▶ **Records for this task**:

========================================================================

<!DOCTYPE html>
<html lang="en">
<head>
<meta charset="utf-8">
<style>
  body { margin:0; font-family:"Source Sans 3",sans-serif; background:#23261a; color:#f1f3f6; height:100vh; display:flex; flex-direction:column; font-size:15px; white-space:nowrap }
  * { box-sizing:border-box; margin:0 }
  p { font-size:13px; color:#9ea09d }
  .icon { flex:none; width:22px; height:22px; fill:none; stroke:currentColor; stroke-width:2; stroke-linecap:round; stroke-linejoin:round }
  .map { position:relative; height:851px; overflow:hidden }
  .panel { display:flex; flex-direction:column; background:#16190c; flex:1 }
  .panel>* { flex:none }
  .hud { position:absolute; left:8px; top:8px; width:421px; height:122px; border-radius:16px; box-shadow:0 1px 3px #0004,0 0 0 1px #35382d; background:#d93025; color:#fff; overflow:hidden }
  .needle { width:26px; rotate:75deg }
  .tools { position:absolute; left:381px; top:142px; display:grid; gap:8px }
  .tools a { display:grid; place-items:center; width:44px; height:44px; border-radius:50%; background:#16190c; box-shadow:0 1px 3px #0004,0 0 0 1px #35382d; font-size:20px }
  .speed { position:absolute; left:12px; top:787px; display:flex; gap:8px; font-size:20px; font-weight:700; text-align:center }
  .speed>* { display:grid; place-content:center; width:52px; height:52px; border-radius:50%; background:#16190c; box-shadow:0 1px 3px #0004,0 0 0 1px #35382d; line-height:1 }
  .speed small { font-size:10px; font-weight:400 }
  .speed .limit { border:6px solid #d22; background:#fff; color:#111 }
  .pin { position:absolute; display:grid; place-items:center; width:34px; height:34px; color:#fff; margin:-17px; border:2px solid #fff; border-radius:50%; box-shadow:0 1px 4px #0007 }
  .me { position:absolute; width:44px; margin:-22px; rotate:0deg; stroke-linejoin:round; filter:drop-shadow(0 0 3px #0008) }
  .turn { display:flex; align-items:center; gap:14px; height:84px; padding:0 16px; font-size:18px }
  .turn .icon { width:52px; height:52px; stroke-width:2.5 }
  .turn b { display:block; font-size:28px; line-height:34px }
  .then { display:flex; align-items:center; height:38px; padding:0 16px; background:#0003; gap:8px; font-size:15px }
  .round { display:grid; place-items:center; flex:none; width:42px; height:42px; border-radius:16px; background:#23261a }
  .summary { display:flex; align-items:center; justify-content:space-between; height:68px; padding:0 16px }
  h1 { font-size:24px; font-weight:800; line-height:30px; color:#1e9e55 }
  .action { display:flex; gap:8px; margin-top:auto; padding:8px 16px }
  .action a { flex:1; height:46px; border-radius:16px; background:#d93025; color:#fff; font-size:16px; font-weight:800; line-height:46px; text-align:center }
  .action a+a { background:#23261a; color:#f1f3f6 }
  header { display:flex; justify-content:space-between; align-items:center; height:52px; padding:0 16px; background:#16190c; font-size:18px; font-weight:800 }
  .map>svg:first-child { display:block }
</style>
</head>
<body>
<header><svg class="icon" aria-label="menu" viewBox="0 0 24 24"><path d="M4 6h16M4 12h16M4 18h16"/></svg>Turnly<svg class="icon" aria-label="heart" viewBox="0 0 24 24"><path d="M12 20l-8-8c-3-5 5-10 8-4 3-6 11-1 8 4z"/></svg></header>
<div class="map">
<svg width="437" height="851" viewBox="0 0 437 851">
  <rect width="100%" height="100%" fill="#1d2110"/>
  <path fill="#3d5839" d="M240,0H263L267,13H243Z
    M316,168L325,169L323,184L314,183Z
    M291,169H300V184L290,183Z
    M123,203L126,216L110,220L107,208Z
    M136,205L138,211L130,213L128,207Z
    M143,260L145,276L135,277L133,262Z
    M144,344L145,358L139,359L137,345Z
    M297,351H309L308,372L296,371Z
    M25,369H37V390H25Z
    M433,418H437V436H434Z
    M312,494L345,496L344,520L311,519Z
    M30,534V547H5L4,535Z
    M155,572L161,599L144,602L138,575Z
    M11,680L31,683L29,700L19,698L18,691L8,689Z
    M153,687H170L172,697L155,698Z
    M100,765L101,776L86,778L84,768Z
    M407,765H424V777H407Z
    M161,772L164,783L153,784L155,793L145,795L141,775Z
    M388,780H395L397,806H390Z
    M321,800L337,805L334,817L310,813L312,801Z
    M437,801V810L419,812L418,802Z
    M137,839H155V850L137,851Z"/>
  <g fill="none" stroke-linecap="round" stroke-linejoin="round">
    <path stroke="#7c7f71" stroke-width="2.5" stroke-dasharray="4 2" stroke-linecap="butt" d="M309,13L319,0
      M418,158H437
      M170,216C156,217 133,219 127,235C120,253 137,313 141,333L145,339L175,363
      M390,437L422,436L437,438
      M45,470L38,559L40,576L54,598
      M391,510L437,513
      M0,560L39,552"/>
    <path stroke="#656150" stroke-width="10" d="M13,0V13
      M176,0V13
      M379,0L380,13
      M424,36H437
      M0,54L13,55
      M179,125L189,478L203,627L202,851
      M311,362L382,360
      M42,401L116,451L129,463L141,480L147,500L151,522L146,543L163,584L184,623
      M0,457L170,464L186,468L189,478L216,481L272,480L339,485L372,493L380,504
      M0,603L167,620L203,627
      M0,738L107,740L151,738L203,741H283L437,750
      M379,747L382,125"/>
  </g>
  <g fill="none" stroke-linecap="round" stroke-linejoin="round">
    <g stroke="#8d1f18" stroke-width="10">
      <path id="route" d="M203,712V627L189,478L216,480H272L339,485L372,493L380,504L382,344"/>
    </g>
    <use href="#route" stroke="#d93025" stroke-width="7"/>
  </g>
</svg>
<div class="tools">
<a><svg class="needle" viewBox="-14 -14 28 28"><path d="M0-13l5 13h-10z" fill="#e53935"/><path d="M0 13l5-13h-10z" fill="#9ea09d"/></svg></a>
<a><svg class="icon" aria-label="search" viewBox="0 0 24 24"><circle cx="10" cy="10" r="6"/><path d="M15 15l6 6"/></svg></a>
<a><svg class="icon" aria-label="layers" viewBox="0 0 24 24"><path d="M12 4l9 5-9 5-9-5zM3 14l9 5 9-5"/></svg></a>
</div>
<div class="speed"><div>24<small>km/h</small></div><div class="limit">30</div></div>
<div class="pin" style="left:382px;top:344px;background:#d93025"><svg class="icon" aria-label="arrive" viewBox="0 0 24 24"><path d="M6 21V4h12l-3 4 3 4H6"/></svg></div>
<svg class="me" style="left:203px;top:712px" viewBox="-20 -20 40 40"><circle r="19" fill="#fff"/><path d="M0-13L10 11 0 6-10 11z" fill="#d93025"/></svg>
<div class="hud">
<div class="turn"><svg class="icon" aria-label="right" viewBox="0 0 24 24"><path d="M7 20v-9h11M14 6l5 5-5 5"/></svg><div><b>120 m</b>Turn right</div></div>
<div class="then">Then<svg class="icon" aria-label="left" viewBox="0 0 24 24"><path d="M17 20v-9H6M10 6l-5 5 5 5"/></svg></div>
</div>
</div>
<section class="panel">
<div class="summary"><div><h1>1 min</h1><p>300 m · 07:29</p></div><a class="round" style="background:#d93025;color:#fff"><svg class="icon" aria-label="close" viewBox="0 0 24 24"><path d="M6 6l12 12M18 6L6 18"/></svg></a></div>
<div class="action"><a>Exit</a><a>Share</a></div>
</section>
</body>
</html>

========================================================================

What you give back should be exactly the lines of the data above from the line with "M100,765L101,776L86,778L84,768Z" through the line with "M311,362L382,360", both of those included, and nothing more.

▶ **Result of the exercise**:
    M100,765L101,776L86,778L84,768Z
    M407,765H424V777H407Z
    M161,772L164,783L153,784L155,793L145,795L141,775Z
    M388,780H395L397,806H390Z
    M321,800L337,805L334,817L310,813L312,801Z
    M437,801V810L419,812L418,802Z
    M137,839H155V850L137,851Z"/>
  <g fill="none" stroke-linecap="round" stroke-linejoin="round">
    <path stroke="#7c7f71" stroke-width="2.5" stroke-dasharray="4 2" stroke-linecap="butt" d="M309,13L319,0
      M418,158H437
      M170,216C156,217 133,219 127,235C120,253 137,313 141,333L145,339L175,363
      M390,437L422,436L437,438
      M45,470L38,559L40,576L54,598
      M391,510L437,513
      M0,560L39,552"/>
    <path stroke="#656150" stroke-width="10" d="M13,0V13
      M176,0V13
      M379,0L380,13
      M424,36H437
      M0,54L13,55
      M179,125L189,478L203,627L202,851
      M311,362L382,360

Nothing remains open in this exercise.